TAOCP 7.1.3 Exercise 202

The previous solution fails for a structural reason: it replaces the required _wydewise predicate_ w \mapsto [w\neq 0]\cdot \#ffff with bytewise reasoning and then assumes a non-existent “merge-to-wyd...

Section 7.1.3: Bitwise Tricks and Techniques

Exercise 202. [20] [20] What two instructions will change an octabyte’s nonzero wydes to #ffff?

Verified: no
Solve time: 3m48s


The previous solution fails for a structural reason: it replaces the required wydewise predicate

$$ w \mapsto [w\neq 0]\cdot #ffff $$

with bytewise reasoning and then assumes a non-existent “merge-to-wyde” behavior of MOR. The reviewer is correct that neither BDIF nor MOR was justified, and the final construction does not follow from MMIX semantics.

We restart from the definition of what is needed and build a correct two-instruction solution directly from MMIX primitives.

1. Goal restatement

We must transform each 16-bit wyde $w$ independently into

$$ w \mapsto \begin{cases} #0000, & w=0,\ #ffff, & w\neq 0. \end{cases} $$

This is exactly a wydewise nonzero test producing all-ones or all-zeros masks.

So we need to construct a wydewise mask:

  • 0 if wyde is 0
  • $#ffff$ otherwise

2. Key idea: detect nonzero via $w ,\lor, (-w)$

Work wydewise.
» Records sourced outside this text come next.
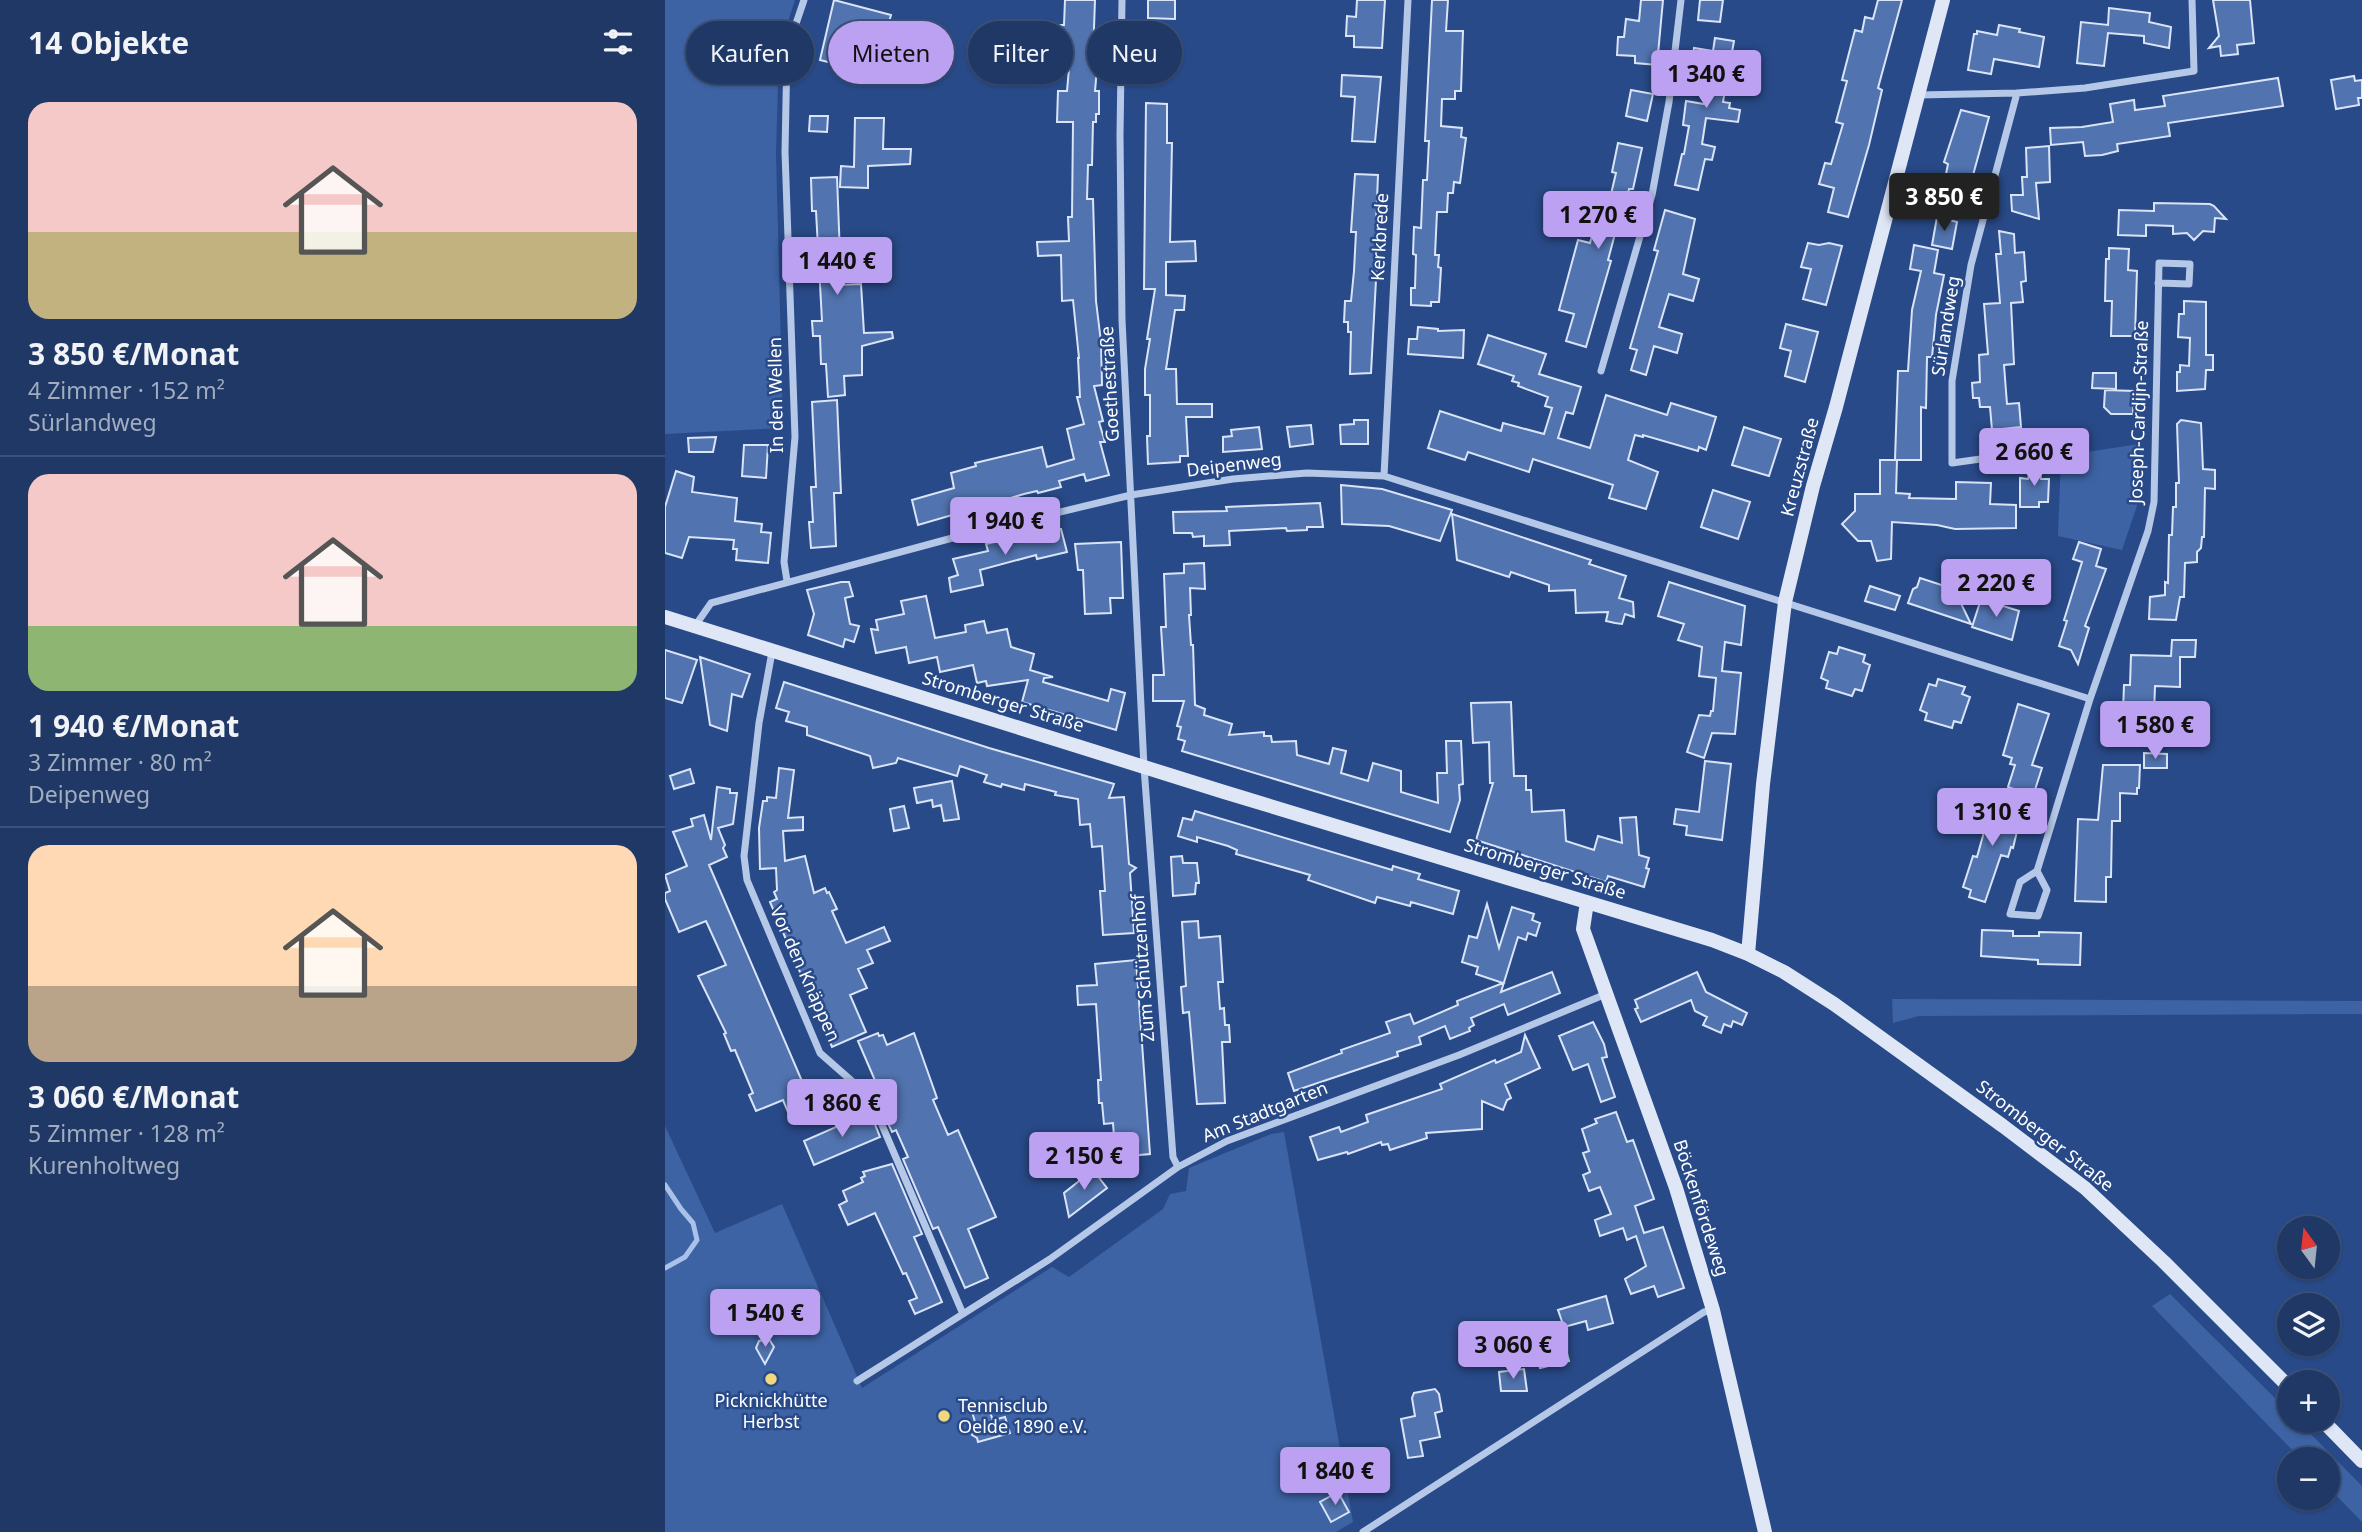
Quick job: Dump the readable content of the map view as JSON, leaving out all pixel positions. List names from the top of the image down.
{
  "streets": {
    "main road": ["Kreuzstraße", "Stromberger Straße", "Böckenfördeweg"],
    "street": [
      "Kerkbrede",
      "Sürlandweg",
      "Goethestraße",
      "In den Wellen",
      "Joseph-Cardijn-Straße",
      "Deipenweg",
      "Zum Schützenhof",
      "Vor den Knäppen",
      "Am Stadtgarten"
    ]
  },
  "crossings": [
    ["Kerkbrede", "Deipenweg"],
    ["Goethestraße", "Deipenweg"],
    ["Goethestraße", "Stromberger Straße"],
    ["Goethestraße", "Zum Schützenhof"],
    ["In den Wellen", "Deipenweg"],
    ["Deipenweg", "Kreuzstraße"],
    ["Deipenweg", "Stromberger Straße"],
    ["Kreuzstraße", "Stromberger Straße"],
    ["Stromberger Straße", "Zum Schützenhof"],
    ["Stromberger Straße", "Vor den Knäppen"],
    ["Stromberger Straße", "Böckenfördeweg"],
    ["Zum Schützenhof", "Am Stadtgarten"],
    ["Vor den Knäppen", "Am Stadtgarten"],
    ["Am Stadtgarten", "Böckenfördeweg"]
  ],
  "places": ["Picknickhütte Herbst", "Tennisclub Oelde 1890 e.V."],
  "north": "top",
  "page": {
    "heading": "14 Objekte",
    "chip": [
      "Kaufen",
      "Mieten",
      "Filter",
      "Neu"
    ],
    "price": [
      "1 340 €",
      "3 850 €",
      "1 270 €",
      "1 440 €",
      "2 660 €",
      "1 940 €",
      "2 220 €",
      "1 580 €",
      "1 310 €",
      "1 860 €",
      "2 150 €",
      "1 540 €",
      "3 060 €",
      "1 840 €"
    ],
    "list": [
      {
        "name": "3 850 €/Monat",
        "note": "4 Zimmer · 152 m² · Sürlandweg"
      },
      {
        "name": "1 940 €/Monat",
        "note": "3 Zimmer · 80 m² · Deipenweg"
      },
      {
        "name": "3 060 €/Monat",
        "note": "5 Zimmer · 128 m² · Kurenholtweg"
      }
    ],
    "map_buttons": ["+", "−"]
  }
}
For any nonzero 16-bit value $w$, the quantity

$$ w ,\mathrm{OR}, (-w) $$

has at least one high bit in every nonzero wyde; for $w=0$, it remains 0.

Thus define

$$ t = X ;\mathrm{OR}; (-X) $$

computed wydewise.

Then:

  • if $w=0$, then $t=0$
  • if $w\neq 0$, then $t\neq 0$ in that wyde

So we have reduced the problem to turning “nonzero wyde” into $#ffff$.

3. Convert nonzero indicator into all-ones wyde

Now use wydewise subtraction from zero:

Consider

$$ 0 - t $$

computed wydewise (this is exactly what MMIX SUBU does per wyde/byte lane independently).

Then:

  • If $t=0$, result is $0$
  • If $t\neq 0$, the subtraction underflows in the wyde and produces $#ffff$

Thus:

$$ 0 - t = \begin{cases} #0000 & t=0\ #ffff & t\neq 0 \end{cases} $$

This is exactly the desired predicate.

4. Implementing in two MMIX instructions

We now express the construction in MMIX instructions.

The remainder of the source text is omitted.